With no line omitted, restate the records below exactly as they appear.

═══ Records for processing ═══

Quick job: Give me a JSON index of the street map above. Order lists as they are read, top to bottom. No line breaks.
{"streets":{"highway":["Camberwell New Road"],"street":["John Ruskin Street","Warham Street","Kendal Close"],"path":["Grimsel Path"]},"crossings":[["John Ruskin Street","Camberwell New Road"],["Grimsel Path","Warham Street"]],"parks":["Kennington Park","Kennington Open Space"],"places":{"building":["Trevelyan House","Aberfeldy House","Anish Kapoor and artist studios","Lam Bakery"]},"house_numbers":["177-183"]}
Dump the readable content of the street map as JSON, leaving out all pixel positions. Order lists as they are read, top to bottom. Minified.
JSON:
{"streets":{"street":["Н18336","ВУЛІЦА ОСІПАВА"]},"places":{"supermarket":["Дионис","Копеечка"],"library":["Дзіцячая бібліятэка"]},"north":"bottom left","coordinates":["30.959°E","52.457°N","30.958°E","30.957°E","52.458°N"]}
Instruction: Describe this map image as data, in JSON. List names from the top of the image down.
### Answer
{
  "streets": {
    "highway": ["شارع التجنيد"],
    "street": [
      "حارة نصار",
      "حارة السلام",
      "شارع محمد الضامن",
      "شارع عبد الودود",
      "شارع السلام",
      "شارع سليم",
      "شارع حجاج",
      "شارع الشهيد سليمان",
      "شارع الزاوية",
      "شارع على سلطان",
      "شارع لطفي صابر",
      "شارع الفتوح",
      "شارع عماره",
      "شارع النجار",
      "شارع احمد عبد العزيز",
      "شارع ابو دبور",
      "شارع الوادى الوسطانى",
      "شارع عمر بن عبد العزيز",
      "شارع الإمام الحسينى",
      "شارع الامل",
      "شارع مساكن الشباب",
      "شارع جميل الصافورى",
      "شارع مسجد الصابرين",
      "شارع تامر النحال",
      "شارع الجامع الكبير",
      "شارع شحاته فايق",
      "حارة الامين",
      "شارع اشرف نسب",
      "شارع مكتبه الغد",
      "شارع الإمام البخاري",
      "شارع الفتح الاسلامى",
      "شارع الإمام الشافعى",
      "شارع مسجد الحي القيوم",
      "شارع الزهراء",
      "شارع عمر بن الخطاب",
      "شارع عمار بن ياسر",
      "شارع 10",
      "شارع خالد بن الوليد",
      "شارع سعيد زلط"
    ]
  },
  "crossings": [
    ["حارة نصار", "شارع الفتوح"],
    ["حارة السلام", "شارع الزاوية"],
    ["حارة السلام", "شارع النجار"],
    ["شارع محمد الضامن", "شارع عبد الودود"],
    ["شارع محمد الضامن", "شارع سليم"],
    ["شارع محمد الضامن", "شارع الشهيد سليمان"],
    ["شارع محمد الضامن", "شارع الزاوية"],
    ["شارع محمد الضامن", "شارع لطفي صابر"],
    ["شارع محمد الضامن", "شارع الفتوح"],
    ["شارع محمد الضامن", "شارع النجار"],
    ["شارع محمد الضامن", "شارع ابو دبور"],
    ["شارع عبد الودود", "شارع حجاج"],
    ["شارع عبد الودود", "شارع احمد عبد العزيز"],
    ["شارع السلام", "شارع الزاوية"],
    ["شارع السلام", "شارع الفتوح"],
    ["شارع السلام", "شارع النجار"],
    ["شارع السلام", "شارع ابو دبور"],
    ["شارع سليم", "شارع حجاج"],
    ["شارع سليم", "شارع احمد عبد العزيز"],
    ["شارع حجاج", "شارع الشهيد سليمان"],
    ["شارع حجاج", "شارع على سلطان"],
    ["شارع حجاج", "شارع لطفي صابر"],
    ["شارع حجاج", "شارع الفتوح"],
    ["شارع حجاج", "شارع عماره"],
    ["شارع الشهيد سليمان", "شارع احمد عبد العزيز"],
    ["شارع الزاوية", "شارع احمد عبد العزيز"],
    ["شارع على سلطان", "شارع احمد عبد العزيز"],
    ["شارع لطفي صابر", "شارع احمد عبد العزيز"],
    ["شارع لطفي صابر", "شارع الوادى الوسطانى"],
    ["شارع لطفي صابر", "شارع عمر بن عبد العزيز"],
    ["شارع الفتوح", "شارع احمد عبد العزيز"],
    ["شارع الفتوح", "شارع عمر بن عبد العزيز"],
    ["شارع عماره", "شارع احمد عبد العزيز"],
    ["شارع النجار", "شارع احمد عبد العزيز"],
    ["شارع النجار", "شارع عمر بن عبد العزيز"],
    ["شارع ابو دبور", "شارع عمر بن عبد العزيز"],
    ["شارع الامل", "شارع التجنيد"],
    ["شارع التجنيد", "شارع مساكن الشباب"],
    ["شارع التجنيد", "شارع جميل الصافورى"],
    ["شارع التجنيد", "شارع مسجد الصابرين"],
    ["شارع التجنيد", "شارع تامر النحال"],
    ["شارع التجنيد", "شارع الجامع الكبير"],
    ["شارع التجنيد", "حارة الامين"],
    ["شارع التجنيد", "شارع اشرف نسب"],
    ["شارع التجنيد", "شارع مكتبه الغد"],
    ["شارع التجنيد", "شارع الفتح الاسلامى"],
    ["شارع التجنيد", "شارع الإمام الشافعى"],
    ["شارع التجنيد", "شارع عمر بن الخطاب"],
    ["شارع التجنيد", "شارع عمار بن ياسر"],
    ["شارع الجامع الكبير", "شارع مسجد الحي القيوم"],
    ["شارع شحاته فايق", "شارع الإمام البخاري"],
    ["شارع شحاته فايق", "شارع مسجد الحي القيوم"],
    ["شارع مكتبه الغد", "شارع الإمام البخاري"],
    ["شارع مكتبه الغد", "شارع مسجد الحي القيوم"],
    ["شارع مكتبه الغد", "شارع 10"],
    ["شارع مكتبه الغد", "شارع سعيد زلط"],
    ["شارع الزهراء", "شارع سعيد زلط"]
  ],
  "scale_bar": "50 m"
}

═══

» **Task result**
Quick job: Give me a JSON index of the street map above. Order lists as they are read, top to bottom. No line breaks.
{"streets":{"highway":["Camberwell New Road"],"street":["John Ruskin Street","Warham Street","Kendal Close"],"path":["Grimsel Path"]},"crossings":[["John Ruskin Street","Camberwell New Road"],["Grimsel Path","Warham Street"]],"parks":["Kennington Park","Kennington Open Space"],"places":{"building":["Trevelyan House","Aberfeldy House","Anish Kapoor and artist studios","Lam Bakery"]},"house_numbers":["177-183"]}
Dump the readable content of the street map as JSON, leaving out all pixel positions. Order lists as they are read, top to bottom. Minified.
JSON:
{"streets":{"street":["Н18336","ВУЛІЦА ОСІПАВА"]},"places":{"supermarket":["Дионис","Копеечка"],"library":["Дзіцячая бібліятэка"]},"north":"bottom left","coordinates":["30.959°E","52.457°N","30.958°E","30.957°E","52.458°N"]}
Instruction: Describe this map image as data, in JSON. List names from the top of the image down.
### Answer
{
  "streets": {
    "highway": ["شارع التجنيد"],
    "street": [
      "حارة نصار",
      "حارة السلام",
      "شارع محمد الضامن",
      "شارع عبد الودود",
      "شارع السلام",
      "شارع سليم",
      "شارع حجاج",
      "شارع الشهيد سليمان",
      "شارع الزاوية",
      "شارع على سلطان",
      "شارع لطفي صابر",
      "شارع الفتوح",
      "شارع عماره",
      "شارع النجار",
      "شارع احمد عبد العزيز",
      "شارع ابو دبور",
      "شارع الوادى الوسطانى",
      "شارع عمر بن عبد العزيز",
      "شارع الإمام الحسينى",
      "شارع الامل",
      "شارع مساكن الشباب",
      "شارع جميل الصافورى",
      "شارع مسجد الصابرين",
      "شارع تامر النحال",
      "شارع الجامع الكبير",
      "شارع شحاته فايق",
      "حارة الامين",
      "شارع اشرف نسب",
      "شارع مكتبه الغد",
      "شارع الإمام البخاري",
      "شارع الفتح الاسلامى",
      "شارع الإمام الشافعى",
      "شارع مسجد الحي القيوم",
      "شارع الزهراء",
      "شارع عمر بن الخطاب",
      "شارع عمار بن ياسر",
      "شارع 10",
      "شارع خالد بن الوليد",
      "شارع سعيد زلط"
    ]
  },
  "crossings": [
    ["حارة نصار", "شارع الفتوح"],
    ["حارة السلام", "شارع الزاوية"],
    ["حارة السلام", "شارع النجار"],
    ["شارع محمد الضامن", "شارع عبد الودود"],
    ["شارع محمد الضامن", "شارع سليم"],
    ["شارع محمد الضامن", "شارع الشهيد سليمان"],
    ["شارع محمد الضامن", "شارع الزاوية"],
    ["شارع محمد الضامن", "شارع لطفي صابر"],
    ["شارع محمد الضامن", "شارع الفتوح"],
    ["شارع محمد الضامن", "شارع النجار"],
    ["شارع محمد الضامن", "شارع ابو دبور"],
    ["شارع عبد الودود", "شارع حجاج"],
    ["شارع عبد الودود", "شارع احمد عبد العزيز"],
    ["شارع السلام", "شارع الزاوية"],
    ["شارع السلام", "شارع الفتوح"],
    ["شارع السلام", "شارع النجار"],
    ["شارع السلام", "شارع ابو دبور"],
    ["شارع سليم", "شارع حجاج"],
    ["شارع سليم", "شارع احمد عبد العزيز"],
    ["شارع حجاج", "شارع الشهيد سليمان"],
    ["شارع حجاج", "شارع على سلطان"],
    ["شارع حجاج", "شارع لطفي صابر"],
    ["شارع حجاج", "شارع الفتوح"],
    ["شارع حجاج", "شارع عماره"],
    ["شارع الشهيد سليمان", "شارع احمد عبد العزيز"],
    ["شارع الزاوية", "شارع احمد عبد العزيز"],
    ["شارع على سلطان", "شارع احمد عبد العزيز"],
    ["شارع لطفي صابر", "شارع احمد عبد العزيز"],
    ["شارع لطفي صابر", "شارع الوادى الوسطانى"],
    ["شارع لطفي صابر", "شارع عمر بن عبد العزيز"],
    ["شارع الفتوح", "شارع احمد عبد العزيز"],
    ["شارع الفتوح", "شارع عمر بن عبد العزيز"],
    ["شارع عماره", "شارع احمد عبد العزيز"],
    ["شارع النجار", "شارع احمد عبد العزيز"],
    ["شارع النجار", "شارع عمر بن عبد العزيز"],
    ["شارع ابو دبور", "شارع عمر بن عبد العزيز"],
    ["شارع الامل", "شارع التجنيد"],
    ["شارع التجنيد", "شارع مساكن الشباب"],
    ["شارع التجنيد", "شارع جميل الصافورى"],
    ["شارع التجنيد", "شارع مسجد الصابرين"],
    ["شارع التجنيد", "شارع تامر النحال"],
    ["شارع التجنيد", "شارع الجامع الكبير"],
    ["شارع التجنيد", "حارة الامين"],
    ["شارع التجنيد", "شارع اشرف نسب"],
    ["شارع التجنيد", "شارع مكتبه الغد"],
    ["شارع التجنيد", "شارع الفتح الاسلامى"],
    ["شارع التجنيد", "شارع الإمام الشافعى"],
    ["شارع التجنيد", "شارع عمر بن الخطاب"],
    ["شارع التجنيد", "شارع عمار بن ياسر"],
    ["شارع الجامع الكبير", "شارع مسجد الحي القيوم"],
    ["شارع شحاته فايق", "شارع الإمام البخاري"],
    ["شارع شحاته فايق", "شارع مسجد الحي القيوم"],
    ["شارع مكتبه الغد", "شارع الإمام البخاري"],
    ["شارع مكتبه الغد", "شارع مسجد الحي القيوم"],
    ["شارع مكتبه الغد", "شارع 10"],
    ["شارع مكتبه الغد", "شارع سعيد زلط"],
    ["شارع الزهراء", "شارع سعيد زلط"]
  ],
  "scale_bar": "50 m"
}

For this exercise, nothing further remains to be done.